Our setting in Downtown Denver is a big part of who we are. We thrive on our location in the heart of an intensive urban environment, and we embrace the Mile High City’s energy and creativity in all that we do. Our College is situated between the historic shops, restaurants and lofts of Denver’s hip Lower Downtown (“LoDo”) district and the soaring towers and bustle of Denver’s Central Business District. Our location makes it easy for students to use alternative modes of transportation, as we’re just a few blocks from Denver’s Union Station transit hub, the Downtown light rail loop, the free 16th Street Mall Shuttle, several bus routes, and numerous bike lanes and trails. Your CU Denver student ID card doubles as a transit pass for all of Denver’s RTD (Regional Transportation District) buses and trains.

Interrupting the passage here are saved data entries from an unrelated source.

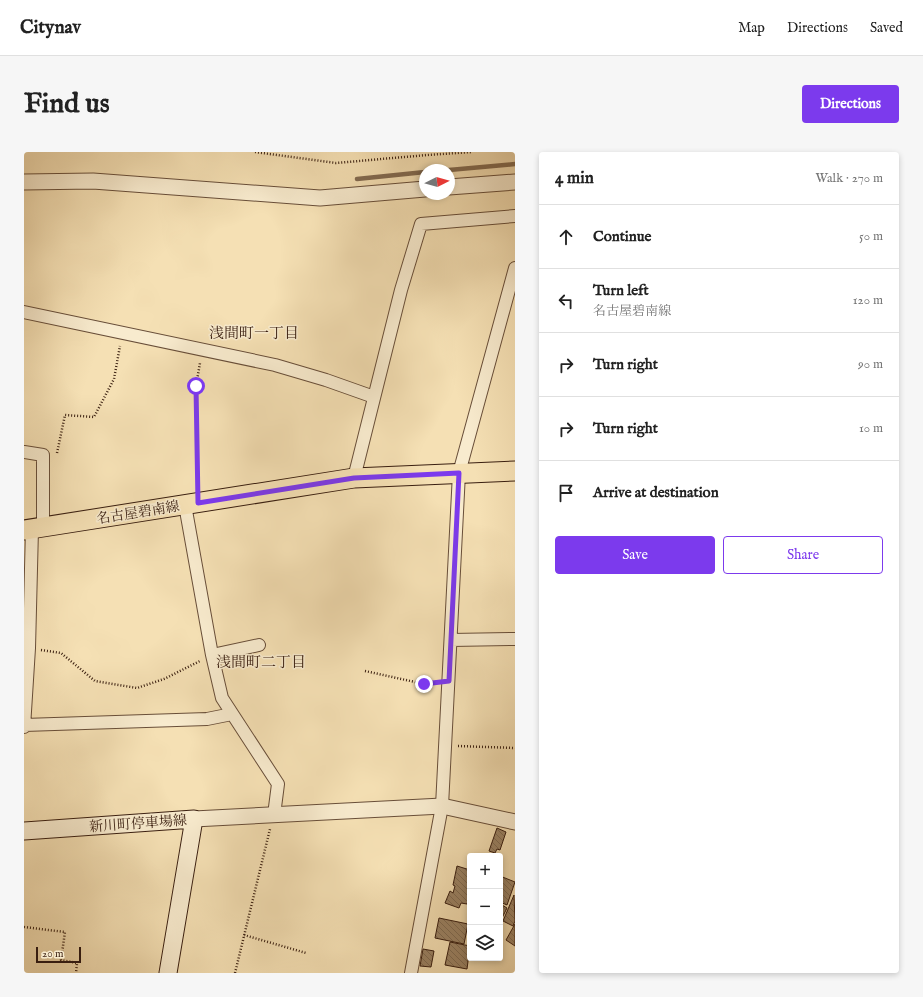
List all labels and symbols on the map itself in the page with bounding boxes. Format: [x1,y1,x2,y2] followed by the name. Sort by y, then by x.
[419,164,455,200] north arrow
[209,324,299,343] district label: 浅間町一丁目
[187,377,205,395] route start
[95,498,181,528] street label: 名古屋碧南線
[216,653,306,672] district label: 浅間町二丁目
[415,675,433,693] route end
[88,812,188,836] street label: 新川町停車場線
[36,945,81,964] scale bar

Our program capitalizes on our location in Denver, a city that:
- Is the largest urban center in a 500-mile radius and serves as the cultural, intellectual, and economic capital of the expansive Rocky Mountain region
- Is surrounded by tremendous scenic beauty, valuable natural and strategic resources, and abundant recreational amenities
- Is steadily growing, densifying, and revitalizing, and offers an exceptional quality of life
- Has a thriving downtown and a vibrant core of over 50 square miles of late 19th Century and early 20th Century traditional urban neighborhoods
- Has a rich urban heritage and a legacy of civic investment and progressive planning
- Has a young, diverse, healthy, physically active, highly educated population
- Has a strong culture of entrepreneurship, collaboration, and partnerships
- Has an engaged citizenry and civic leaders passionate about urbanism and sustainability
- Has a broad and diverse community of professional planners and designers
- Serves as a national model for innovation and experimentation in planning and design
- Serves as a microcosm of the myriad issues that planners face throughout the country
- Has notable examples of virtually every urban form, design, philosophy, practice, or trend—both good and bad—that’s existed in the United States in the last 150 years
- Is a fantastic place to study urban and regional planning!
Integrated throughout our program are four distinguishing features:
Self-Directed Curriculum: In our program, students have the unique ability to craft an education suited to their career goals and personal interests. Beyond the core requirements, students may choose any combination of elective courses, whether oriented towards one of our three Program Initiatives, a traditional specialization, or a generalist survey of the planning field.
Experiential Learning: Throughout our program, students have significant opportunities to gain hands-on planning experience and have direct interaction with Colorado’s planning professionals. We use Denver’s diverse urban landscape as a real-world classroom for students to experience and analyze the built environment.
Physical Planning and Design: We emphasize physical planning and design throughout our curriculum. Housed within the College of Architecture and Planning, we work closely with the College’s Architecture, Urban Design, Landscape Architecture, and Historic Preservation programs.
Innovative Planning Technologies: We integrate innovative planning technologies into many of our program’s courses and activities. We capitalize on the Denver region’s entrepreneurial spirit and tech-focused economy by providing access to state-of-the-art planning technologies and teaching students how these tools can support the planning process.
Our focus is on teaching students how to address critical issues and to solve the complex problems facing cities and regions today. In order for planners to take the lead in the city-building process, they need to understand the breadth of their field and know how to work in cross-disciplinary teams. Therefore we have structured our whole program—research, curriculum, faculty and student efforts, etc.—around three issue areas, which we call Initiatives.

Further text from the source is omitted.